» WHAT THE EXERCISE ASKS
Return each line of the data below unchanged, please.

» RECORDS SUPPLIED
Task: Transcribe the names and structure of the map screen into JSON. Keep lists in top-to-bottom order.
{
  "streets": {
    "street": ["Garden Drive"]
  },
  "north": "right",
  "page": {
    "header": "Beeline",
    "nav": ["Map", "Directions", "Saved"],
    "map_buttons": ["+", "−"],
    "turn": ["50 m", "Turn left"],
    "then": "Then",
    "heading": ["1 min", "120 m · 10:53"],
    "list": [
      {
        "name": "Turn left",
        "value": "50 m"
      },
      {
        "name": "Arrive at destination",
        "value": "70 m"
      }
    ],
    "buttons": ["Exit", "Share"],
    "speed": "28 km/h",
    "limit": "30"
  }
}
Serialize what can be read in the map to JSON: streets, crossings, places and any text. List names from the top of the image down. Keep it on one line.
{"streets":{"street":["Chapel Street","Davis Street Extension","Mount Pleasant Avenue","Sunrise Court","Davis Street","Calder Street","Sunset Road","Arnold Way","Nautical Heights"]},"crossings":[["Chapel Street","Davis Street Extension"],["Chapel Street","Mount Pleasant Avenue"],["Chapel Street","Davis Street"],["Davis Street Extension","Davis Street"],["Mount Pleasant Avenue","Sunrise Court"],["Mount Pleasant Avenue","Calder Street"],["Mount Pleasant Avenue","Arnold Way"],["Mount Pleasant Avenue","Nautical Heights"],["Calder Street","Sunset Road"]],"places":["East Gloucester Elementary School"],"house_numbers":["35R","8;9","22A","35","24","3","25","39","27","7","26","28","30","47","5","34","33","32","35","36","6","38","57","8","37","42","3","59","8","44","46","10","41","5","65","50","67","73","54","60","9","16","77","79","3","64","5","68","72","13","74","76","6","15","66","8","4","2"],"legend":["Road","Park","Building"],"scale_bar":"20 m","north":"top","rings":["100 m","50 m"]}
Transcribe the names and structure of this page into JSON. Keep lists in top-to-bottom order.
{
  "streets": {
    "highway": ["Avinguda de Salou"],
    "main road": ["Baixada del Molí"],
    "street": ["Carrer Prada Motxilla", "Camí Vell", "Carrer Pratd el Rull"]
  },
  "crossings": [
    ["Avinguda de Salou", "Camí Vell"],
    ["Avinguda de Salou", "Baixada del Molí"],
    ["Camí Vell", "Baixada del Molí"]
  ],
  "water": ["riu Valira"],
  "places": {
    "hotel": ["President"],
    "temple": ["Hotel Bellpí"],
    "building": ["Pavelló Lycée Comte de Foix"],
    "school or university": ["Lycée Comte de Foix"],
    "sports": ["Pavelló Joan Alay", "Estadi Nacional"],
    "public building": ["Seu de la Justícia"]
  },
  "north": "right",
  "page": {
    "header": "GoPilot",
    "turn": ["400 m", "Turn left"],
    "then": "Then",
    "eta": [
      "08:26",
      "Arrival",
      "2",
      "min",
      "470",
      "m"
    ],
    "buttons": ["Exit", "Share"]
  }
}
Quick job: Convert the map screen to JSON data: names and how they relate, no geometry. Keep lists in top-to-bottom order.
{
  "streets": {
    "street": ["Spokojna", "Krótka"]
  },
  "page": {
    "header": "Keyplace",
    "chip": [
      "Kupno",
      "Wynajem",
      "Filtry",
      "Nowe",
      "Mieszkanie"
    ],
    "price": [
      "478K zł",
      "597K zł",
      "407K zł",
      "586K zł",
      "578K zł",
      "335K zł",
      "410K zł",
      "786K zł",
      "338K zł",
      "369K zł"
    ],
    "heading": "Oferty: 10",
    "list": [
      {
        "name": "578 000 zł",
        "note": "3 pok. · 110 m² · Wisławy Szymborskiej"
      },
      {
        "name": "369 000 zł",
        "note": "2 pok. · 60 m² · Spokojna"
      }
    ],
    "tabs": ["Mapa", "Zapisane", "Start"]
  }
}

» ANSWER TO THIS TASK
Task: Transcribe the names and structure of the map screen into JSON. Keep lists in top-to-bottom order.
{
  "streets": {
    "street": ["Garden Drive"]
  },
  "north": "right",
  "page": {
    "header": "Beeline",
    "nav": ["Map", "Directions", "Saved"],
    "map_buttons": ["+", "−"],
    "turn": ["50 m", "Turn left"],
    "then": "Then",
    "heading": ["1 min", "120 m · 10:53"],
    "list": [
      {
        "name": "Turn left",
        "value": "50 m"
      },
      {
        "name": "Arrive at destination",
        "value": "70 m"
      }
    ],
    "buttons": ["Exit", "Share"],
    "speed": "28 km/h",
    "limit": "30"
  }
}
Serialize what can be read in the map to JSON: streets, crossings, places and any text. List names from the top of the image down. Keep it on one line.
{"streets":{"street":["Chapel Street","Davis Street Extension","Mount Pleasant Avenue","Sunrise Court","Davis Street","Calder Street","Sunset Road","Arnold Way","Nautical Heights"]},"crossings":[["Chapel Street","Davis Street Extension"],["Chapel Street","Mount Pleasant Avenue"],["Chapel Street","Davis Street"],["Davis Street Extension","Davis Street"],["Mount Pleasant Avenue","Sunrise Court"],["Mount Pleasant Avenue","Calder Street"],["Mount Pleasant Avenue","Arnold Way"],["Mount Pleasant Avenue","Nautical Heights"],["Calder Street","Sunset Road"]],"places":["East Gloucester Elementary School"],"house_numbers":["35R","8;9","22A","35","24","3","25","39","27","7","26","28","30","47","5","34","33","32","35","36","6","38","57","8","37","42","3","59","8","44","46","10","41","5","65","50","67","73","54","60","9","16","77","79","3","64","5","68","72","13","74","76","6","15","66","8","4","2"],"legend":["Road","Park","Building"],"scale_bar":"20 m","north":"top","rings":["100 m","50 m"]}
Transcribe the names and structure of this page into JSON. Keep lists in top-to-bottom order.
{
  "streets": {
    "highway": ["Avinguda de Salou"],
    "main road": ["Baixada del Molí"],
    "street": ["Carrer Prada Motxilla", "Camí Vell", "Carrer Pratd el Rull"]
  },
  "crossings": [
    ["Avinguda de Salou", "Camí Vell"],
    ["Avinguda de Salou", "Baixada del Molí"],
    ["Camí Vell", "Baixada del Molí"]
  ],
  "water": ["riu Valira"],
  "places": {
    "hotel": ["President"],
    "temple": ["Hotel Bellpí"],
    "building": ["Pavelló Lycée Comte de Foix"],
    "school or university": ["Lycée Comte de Foix"],
    "sports": ["Pavelló Joan Alay", "Estadi Nacional"],
    "public building": ["Seu de la Justícia"]
  },
  "north": "right",
  "page": {
    "header": "GoPilot",
    "turn": ["400 m", "Turn left"],
    "then": "Then",
    "eta": [
      "08:26",
      "Arrival",
      "2",
      "min",
      "470",
      "m"
    ],
    "buttons": ["Exit", "Share"]
  }
}
Quick job: Convert the map screen to JSON data: names and how they relate, no geometry. Keep lists in top-to-bottom order.
{
  "streets": {
    "street": ["Spokojna", "Krótka"]
  },
  "page": {
    "header": "Keyplace",
    "chip": [
      "Kupno",
      "Wynajem",
      "Filtry",
      "Nowe",
      "Mieszkanie"
    ],
    "price": [
      "478K zł",
      "597K zł",
      "407K zł",
      "586K zł",
      "578K zł",
      "335K zł",
      "410K zł",
      "786K zł",
      "338K zł",
      "369K zł"
    ],
    "heading": "Oferty: 10",
    "list": [
      {
        "name": "578 000 zł",
        "note": "3 pok. · 110 m² · Wisławy Szymborskiej"
      },
      {
        "name": "369 000 zł",
        "note": "2 pok. · 60 m² · Spokojna"
      }
    ],
    "tabs": ["Mapa", "Zapisane", "Start"]
  }
}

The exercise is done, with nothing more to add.